Dawn Maple, a dining manager at DeCafé, said that all planned changes are aimed to occur over fall break.

“[W]e’re planning to expand the retail space in DeCafé — hopefully over fall break that will happen — and the seating will be in the Rathskeller, so you’ll be able to buy twice as many items as you can now,” said Maple. “Actually, I think it will be kind of cool.”

The change comes after a controversial decision last semester to alter incoming student meal plan options, forcing all first-years to buy a 300-meal-a-semester plan — a number that seems excessive to some.

“I think the dining service is nice here — they have good food,” first-year Tess Siciliano said. “But I think I would prefer to have a choice. I think you should decide how many meals you want a week. Sometimes I go in for just a banana, and I feel like using a whole meal swipe is just a waste.”

Daron Frederick, the building manager at DeCafé, said the change to meal swipes will allow students more dining options.

“Meal swipes are now going to be used in DeCafé for groceries and meals,” he said. “You can only use one meal swipe per period, so … breakfast, lunch, dinner, and fourth meal across campus. It’s worth $7.50 to the student, and what that means is they can purchase $7.50 worth of groceries, and then if they purchase more than that, their swipe will take $7.50 off of the total dollar amount they owe.”

Frederick added that using meal swipes will also get students additional benefits in DeCafé.

“The custom-made sandwiches are typically priced at $6.25,” he said. “We are discounting those for the meal swipes only. If they come in and use a meal swipe, they can get that sandwich for $3.50. That allows them $4 of credit to spend on a drink or a bag of chips or some fruit or something like that. So if they use any other tender, the sandwich will be full price. We’re only discounting it for the meal swipes.”

But some students still hold concerns about the new system, citing crowding and longer lines and waits in DeCafé at crucial meal intervals. College sophomore Devin White said that while he goes to DeCafé every day, the new waits have been an inconvenience.

“I’d say I’m in DeCafé for about 40 minutes on the daily, just waiting in line,” he said. “I like the new meal swipes. That’s good. I can get a lot of food; it just keeps DeCafé a lot more crowded. I’ve been late to football meetings a few times because of DeCafé.”
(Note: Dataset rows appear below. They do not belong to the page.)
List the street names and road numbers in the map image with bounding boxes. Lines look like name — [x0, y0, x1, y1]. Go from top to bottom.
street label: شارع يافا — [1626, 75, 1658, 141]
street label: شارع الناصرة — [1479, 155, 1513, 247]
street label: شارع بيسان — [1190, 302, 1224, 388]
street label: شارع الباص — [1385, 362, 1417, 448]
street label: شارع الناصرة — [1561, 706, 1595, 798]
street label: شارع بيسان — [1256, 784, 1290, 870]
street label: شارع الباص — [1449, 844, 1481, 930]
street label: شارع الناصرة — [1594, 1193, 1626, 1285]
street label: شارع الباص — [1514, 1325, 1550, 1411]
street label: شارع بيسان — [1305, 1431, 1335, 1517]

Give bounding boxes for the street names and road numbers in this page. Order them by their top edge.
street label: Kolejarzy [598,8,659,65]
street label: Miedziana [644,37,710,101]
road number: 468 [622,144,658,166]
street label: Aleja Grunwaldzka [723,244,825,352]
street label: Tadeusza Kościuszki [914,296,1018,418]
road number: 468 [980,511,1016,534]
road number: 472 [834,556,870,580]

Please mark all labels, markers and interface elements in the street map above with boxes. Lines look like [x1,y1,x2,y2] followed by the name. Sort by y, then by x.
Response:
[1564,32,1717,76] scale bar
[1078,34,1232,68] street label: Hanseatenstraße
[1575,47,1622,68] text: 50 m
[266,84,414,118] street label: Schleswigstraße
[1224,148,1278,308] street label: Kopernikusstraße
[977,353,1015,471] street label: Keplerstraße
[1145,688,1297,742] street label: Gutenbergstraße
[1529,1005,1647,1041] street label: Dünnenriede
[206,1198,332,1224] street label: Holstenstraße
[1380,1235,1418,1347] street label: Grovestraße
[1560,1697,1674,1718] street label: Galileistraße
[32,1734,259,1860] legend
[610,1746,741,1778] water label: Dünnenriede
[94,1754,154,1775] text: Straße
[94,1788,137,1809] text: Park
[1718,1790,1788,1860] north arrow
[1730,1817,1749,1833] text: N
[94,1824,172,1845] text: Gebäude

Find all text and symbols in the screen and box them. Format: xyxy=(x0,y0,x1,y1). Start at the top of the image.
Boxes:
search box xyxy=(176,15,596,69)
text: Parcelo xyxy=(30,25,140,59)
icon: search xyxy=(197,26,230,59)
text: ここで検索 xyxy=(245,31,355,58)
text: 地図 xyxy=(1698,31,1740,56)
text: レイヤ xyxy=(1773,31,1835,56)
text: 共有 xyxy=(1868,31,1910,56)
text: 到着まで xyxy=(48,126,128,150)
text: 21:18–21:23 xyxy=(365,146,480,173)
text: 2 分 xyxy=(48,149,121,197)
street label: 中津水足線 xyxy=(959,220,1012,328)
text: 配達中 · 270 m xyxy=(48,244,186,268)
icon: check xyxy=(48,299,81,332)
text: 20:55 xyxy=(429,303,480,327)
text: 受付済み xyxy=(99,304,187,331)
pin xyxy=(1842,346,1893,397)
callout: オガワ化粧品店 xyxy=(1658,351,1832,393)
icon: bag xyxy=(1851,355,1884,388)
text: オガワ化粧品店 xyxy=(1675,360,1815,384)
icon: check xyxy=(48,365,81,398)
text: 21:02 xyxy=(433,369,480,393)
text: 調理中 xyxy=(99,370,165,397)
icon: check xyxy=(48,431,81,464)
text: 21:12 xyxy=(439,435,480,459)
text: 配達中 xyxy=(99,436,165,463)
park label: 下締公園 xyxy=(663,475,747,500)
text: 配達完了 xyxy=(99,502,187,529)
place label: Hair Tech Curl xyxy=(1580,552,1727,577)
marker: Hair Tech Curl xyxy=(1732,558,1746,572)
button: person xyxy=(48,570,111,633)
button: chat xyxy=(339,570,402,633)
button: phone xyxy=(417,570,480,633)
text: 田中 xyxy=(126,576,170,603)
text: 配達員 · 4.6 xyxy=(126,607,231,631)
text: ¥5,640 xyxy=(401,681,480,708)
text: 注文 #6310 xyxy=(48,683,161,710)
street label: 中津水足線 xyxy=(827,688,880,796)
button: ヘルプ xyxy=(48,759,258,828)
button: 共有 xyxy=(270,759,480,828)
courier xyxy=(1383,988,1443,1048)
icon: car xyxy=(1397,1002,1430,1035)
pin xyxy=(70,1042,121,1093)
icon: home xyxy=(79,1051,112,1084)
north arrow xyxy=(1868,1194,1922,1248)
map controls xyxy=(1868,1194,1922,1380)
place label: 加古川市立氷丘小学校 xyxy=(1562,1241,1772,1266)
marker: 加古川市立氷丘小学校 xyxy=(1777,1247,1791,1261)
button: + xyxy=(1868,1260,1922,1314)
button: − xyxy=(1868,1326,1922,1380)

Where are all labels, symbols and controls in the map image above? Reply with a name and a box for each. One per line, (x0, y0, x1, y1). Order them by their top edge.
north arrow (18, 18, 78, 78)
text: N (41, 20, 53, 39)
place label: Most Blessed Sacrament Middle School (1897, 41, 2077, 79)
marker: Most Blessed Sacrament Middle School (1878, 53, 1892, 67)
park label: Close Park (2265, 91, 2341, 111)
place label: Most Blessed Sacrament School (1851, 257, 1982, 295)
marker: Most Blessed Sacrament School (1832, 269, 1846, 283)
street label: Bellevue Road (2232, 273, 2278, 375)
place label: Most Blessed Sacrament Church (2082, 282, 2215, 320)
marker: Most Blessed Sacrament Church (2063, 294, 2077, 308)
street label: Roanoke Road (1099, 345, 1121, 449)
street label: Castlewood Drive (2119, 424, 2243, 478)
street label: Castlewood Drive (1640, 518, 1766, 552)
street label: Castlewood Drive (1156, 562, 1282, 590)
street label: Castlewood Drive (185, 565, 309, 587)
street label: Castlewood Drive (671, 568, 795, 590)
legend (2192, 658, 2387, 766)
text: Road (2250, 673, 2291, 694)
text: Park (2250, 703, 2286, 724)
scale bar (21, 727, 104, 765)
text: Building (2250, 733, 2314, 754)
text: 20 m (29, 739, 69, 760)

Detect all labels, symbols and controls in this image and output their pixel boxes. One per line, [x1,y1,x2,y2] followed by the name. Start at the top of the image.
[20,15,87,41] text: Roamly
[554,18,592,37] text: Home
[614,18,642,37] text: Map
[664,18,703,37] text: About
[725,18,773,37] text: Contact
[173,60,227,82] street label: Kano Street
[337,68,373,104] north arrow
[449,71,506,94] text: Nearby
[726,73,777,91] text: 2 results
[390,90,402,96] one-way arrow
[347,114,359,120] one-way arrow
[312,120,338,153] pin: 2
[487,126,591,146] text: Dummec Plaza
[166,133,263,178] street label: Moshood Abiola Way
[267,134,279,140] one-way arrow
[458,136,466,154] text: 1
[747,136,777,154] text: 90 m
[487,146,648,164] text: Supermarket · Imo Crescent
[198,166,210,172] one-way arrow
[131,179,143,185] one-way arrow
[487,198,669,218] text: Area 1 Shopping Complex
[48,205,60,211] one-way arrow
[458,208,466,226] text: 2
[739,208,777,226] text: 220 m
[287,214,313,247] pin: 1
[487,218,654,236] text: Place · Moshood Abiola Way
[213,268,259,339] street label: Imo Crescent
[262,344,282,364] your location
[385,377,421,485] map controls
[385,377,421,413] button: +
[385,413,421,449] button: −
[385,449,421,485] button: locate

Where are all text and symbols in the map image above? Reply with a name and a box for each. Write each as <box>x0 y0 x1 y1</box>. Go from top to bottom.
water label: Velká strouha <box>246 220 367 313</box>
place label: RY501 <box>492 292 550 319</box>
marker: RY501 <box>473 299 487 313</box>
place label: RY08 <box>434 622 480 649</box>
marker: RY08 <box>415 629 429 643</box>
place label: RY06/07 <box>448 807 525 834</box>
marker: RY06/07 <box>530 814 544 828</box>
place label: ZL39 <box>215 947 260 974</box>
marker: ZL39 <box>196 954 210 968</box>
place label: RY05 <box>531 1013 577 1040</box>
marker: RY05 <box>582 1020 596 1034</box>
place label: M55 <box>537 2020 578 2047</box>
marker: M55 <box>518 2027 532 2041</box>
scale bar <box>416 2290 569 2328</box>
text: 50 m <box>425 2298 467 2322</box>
Dean of Students Meredith Raimondo spoke about the changes, highlighting the increased meal options the system would provide for students. She said that it would be a new positive force on campus.

“DeCafé has implemented a number of short-term changes to try to improve the profitability of the space and improve the shopping experience for students and others who eat there,” Raimondo said.

These dining changes are not the first Wilder Hall has seen. In fall 2016, DeCafé delayed opening by two hours — until 11 a.m. — and the following semester, the Rathskeller was abruptly closed.

Last semester, a Dining Committee task force was created to investigate student satisfaction with Campus Dining Services and possible alternative uses for different spaces.

“The Dining Committee provided excellent input in the spring about the kinds of changes that [will] help DeCafé to provide the best options and services possible to its diners,” said Wayne Wood, general manager of CDS. “For visitors seeking booth seating, the Rathskeller is open from 11 a.m. to 11 p.m., and DeCafé diners are welcome to sit there while enjoying a beverage, snack, or meal.”

However, some members of the Dining Committee say they were left out of the final decision making process.

“As far as decision making processes go, we found out by the end of the semester that we were basically talking to ourselves,” said Jack Rockwell, College senior and longtime CDS employee and student manager, and co-chair of the Dining Committee. “Even though the committee was staffed by people who work in CDS, they weren’t necessarily the people making the policy decisions.”

The committee was open to all community members but primarily featured people related to CDS or dining, including CDS managers, dining hall chefs, student employees and managers, as well as representatives from athletics, student life, and Student Senate.

Correction 9/13/17: A previous version of this story incorrectly stated that Jack Rockwell is a College junior. He is a senior.